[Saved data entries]
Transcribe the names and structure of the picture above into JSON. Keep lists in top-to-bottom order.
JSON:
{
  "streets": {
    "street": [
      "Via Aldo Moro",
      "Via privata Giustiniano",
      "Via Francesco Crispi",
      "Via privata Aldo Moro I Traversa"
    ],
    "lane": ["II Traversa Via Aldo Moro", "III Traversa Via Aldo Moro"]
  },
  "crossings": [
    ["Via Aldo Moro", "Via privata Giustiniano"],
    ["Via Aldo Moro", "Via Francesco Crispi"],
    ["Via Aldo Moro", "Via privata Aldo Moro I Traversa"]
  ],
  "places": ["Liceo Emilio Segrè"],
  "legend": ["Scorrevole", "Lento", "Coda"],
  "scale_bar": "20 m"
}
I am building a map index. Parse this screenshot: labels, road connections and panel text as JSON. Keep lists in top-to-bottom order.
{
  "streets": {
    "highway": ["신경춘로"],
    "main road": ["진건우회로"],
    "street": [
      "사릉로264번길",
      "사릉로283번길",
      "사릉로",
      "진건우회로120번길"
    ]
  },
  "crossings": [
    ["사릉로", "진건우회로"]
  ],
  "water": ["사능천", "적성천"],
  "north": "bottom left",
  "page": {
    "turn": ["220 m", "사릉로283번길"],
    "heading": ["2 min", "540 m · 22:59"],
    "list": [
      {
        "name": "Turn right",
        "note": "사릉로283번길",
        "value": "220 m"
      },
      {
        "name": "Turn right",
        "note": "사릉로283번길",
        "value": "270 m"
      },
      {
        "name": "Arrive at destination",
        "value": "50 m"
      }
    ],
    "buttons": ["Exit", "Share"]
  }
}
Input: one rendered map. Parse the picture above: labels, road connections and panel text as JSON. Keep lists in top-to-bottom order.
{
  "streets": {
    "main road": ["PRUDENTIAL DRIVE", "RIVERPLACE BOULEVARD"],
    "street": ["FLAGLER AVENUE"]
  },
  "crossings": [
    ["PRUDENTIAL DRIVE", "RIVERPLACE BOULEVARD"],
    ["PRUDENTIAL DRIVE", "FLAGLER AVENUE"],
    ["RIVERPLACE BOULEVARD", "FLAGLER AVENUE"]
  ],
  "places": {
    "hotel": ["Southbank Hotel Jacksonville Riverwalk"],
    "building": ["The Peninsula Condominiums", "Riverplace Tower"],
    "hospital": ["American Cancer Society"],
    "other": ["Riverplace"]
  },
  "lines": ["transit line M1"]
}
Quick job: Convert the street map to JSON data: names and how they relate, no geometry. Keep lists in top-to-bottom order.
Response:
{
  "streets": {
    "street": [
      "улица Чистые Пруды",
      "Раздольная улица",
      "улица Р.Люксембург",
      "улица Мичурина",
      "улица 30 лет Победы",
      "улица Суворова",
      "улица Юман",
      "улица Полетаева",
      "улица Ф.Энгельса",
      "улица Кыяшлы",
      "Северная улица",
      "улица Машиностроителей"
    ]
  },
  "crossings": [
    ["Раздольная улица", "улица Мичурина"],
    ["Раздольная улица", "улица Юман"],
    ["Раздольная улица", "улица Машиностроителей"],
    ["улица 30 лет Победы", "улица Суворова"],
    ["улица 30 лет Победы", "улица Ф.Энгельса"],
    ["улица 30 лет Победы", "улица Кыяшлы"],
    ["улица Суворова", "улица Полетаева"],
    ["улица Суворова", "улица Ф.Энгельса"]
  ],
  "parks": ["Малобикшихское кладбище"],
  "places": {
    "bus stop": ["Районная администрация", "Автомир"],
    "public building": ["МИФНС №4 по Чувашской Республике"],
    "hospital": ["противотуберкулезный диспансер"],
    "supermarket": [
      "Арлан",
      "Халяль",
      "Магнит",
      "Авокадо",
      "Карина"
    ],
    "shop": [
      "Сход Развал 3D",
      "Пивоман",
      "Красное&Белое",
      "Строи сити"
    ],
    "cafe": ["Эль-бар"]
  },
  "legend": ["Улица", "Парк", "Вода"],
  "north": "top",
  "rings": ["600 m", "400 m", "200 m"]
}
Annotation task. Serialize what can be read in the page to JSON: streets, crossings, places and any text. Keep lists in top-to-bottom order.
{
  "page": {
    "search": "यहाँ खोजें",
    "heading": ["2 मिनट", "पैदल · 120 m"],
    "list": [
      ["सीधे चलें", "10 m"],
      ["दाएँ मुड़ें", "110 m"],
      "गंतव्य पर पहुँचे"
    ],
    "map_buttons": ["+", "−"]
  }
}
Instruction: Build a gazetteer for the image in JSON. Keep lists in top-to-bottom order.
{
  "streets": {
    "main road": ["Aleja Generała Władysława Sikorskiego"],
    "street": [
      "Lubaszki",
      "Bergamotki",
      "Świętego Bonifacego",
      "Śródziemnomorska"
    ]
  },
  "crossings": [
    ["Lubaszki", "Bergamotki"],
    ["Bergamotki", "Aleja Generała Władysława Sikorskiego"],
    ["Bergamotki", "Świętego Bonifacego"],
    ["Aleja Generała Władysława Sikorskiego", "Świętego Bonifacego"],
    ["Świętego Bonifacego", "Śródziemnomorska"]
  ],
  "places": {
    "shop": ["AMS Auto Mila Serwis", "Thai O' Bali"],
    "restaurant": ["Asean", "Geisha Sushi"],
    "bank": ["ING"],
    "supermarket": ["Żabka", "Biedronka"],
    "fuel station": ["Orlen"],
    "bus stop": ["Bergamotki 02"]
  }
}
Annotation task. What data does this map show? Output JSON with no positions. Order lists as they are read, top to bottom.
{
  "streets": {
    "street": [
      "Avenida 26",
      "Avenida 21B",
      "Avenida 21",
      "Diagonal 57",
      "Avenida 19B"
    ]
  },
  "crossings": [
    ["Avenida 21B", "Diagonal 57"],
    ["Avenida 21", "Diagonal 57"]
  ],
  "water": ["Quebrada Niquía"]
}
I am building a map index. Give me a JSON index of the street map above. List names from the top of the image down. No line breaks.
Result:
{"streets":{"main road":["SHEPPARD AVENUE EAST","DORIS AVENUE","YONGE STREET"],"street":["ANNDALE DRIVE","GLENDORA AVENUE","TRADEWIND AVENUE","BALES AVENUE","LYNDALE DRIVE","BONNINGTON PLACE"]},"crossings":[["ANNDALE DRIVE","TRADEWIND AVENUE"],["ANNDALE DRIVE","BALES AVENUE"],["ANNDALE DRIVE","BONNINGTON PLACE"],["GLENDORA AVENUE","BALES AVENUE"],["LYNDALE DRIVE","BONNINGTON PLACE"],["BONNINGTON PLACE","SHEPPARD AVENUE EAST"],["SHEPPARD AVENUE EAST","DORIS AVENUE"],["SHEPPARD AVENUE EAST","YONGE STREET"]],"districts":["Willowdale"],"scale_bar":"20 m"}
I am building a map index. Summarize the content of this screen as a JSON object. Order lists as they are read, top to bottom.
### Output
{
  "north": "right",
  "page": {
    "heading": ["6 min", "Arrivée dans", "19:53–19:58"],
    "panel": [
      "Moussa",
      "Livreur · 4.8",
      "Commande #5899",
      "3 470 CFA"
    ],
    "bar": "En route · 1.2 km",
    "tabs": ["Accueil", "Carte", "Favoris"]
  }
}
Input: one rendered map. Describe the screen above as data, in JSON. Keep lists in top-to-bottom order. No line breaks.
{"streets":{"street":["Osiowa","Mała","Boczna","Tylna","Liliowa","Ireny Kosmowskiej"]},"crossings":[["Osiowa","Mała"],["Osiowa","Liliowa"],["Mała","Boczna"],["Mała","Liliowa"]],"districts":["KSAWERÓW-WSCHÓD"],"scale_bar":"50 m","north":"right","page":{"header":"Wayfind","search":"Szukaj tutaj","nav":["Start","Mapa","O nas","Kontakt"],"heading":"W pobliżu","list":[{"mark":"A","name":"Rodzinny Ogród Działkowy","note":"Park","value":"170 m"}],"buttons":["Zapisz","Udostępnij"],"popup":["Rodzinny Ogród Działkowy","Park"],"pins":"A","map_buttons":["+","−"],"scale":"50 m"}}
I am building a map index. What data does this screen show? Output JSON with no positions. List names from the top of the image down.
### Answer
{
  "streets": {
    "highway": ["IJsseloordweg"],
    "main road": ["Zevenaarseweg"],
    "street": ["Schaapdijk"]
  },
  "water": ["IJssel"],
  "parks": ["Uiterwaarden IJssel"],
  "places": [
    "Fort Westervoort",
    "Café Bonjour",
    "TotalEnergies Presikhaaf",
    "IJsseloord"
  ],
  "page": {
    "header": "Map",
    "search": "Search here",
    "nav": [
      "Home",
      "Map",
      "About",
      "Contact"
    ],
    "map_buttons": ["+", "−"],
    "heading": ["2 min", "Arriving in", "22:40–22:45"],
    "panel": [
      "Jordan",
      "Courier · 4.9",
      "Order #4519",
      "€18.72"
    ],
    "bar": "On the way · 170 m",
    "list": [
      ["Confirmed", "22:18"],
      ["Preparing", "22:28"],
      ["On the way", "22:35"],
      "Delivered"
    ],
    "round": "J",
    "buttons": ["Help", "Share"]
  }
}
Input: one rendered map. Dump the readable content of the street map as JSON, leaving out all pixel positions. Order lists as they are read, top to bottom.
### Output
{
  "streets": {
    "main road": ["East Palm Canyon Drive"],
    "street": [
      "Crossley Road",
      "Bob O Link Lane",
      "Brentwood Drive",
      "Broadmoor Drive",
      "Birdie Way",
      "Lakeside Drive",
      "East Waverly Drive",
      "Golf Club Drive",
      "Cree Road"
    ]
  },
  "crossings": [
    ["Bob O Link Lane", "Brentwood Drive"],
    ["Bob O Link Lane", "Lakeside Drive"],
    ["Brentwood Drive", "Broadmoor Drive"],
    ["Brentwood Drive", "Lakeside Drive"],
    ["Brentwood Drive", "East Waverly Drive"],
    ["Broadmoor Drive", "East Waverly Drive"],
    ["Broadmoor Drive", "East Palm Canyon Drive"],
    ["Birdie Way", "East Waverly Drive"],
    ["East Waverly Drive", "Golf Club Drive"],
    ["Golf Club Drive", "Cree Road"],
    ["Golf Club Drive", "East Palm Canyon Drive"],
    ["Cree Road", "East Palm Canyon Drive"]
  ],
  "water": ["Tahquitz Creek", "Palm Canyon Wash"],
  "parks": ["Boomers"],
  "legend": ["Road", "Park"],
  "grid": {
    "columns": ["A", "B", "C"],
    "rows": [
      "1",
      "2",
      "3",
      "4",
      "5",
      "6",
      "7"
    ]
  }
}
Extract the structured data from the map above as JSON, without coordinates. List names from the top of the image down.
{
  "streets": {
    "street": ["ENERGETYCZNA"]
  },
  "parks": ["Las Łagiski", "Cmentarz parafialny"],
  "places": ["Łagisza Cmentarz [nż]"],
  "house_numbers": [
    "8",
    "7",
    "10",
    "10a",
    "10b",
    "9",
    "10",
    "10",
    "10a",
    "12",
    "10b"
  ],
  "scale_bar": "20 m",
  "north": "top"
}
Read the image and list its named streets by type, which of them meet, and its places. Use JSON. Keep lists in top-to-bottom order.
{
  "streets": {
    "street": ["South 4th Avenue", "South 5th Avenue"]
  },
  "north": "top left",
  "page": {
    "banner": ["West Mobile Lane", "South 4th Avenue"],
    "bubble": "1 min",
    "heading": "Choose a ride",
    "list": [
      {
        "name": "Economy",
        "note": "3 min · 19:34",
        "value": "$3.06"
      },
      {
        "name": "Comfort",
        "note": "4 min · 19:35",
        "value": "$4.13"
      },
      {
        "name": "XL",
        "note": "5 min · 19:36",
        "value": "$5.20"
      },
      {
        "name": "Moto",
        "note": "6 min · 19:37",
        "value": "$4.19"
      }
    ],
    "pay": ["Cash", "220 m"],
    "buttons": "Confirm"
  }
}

#### WHAT YOU WILL DO:
Word for word, repeat the line holding "Extract the structured" and all lines after it through the end of the entries above.

#### WORKED SOLUTION:
Extract the structured data from the map above as JSON, without coordinates. List names from the top of the image down.
{
  "streets": {
    "street": ["ENERGETYCZNA"]
  },
  "parks": ["Las Łagiski", "Cmentarz parafialny"],
  "places": ["Łagisza Cmentarz [nż]"],
  "house_numbers": [
    "8",
    "7",
    "10",
    "10a",
    "10b",
    "9",
    "10",
    "10",
    "10a",
    "12",
    "10b"
  ],
  "scale_bar": "20 m",
  "north": "top"
}
Read the image and list its named streets by type, which of them meet, and its places. Use JSON. Keep lists in top-to-bottom order.
{
  "streets": {
    "street": ["South 4th Avenue", "South 5th Avenue"]
  },
  "north": "top left",
  "page": {
    "banner": ["West Mobile Lane", "South 4th Avenue"],
    "bubble": "1 min",
    "heading": "Choose a ride",
    "list": [
      {
        "name": "Economy",
        "note": "3 min · 19:34",
        "value": "$3.06"
      },
      {
        "name": "Comfort",
        "note": "4 min · 19:35",
        "value": "$4.13"
      },
      {
        "name": "XL",
        "note": "5 min · 19:36",
        "value": "$5.20"
      },
      {
        "name": "Moto",
        "note": "6 min · 19:37",
        "value": "$4.19"
      }
    ],
    "pay": ["Cash", "220 m"],
    "buttons": "Confirm"
  }
}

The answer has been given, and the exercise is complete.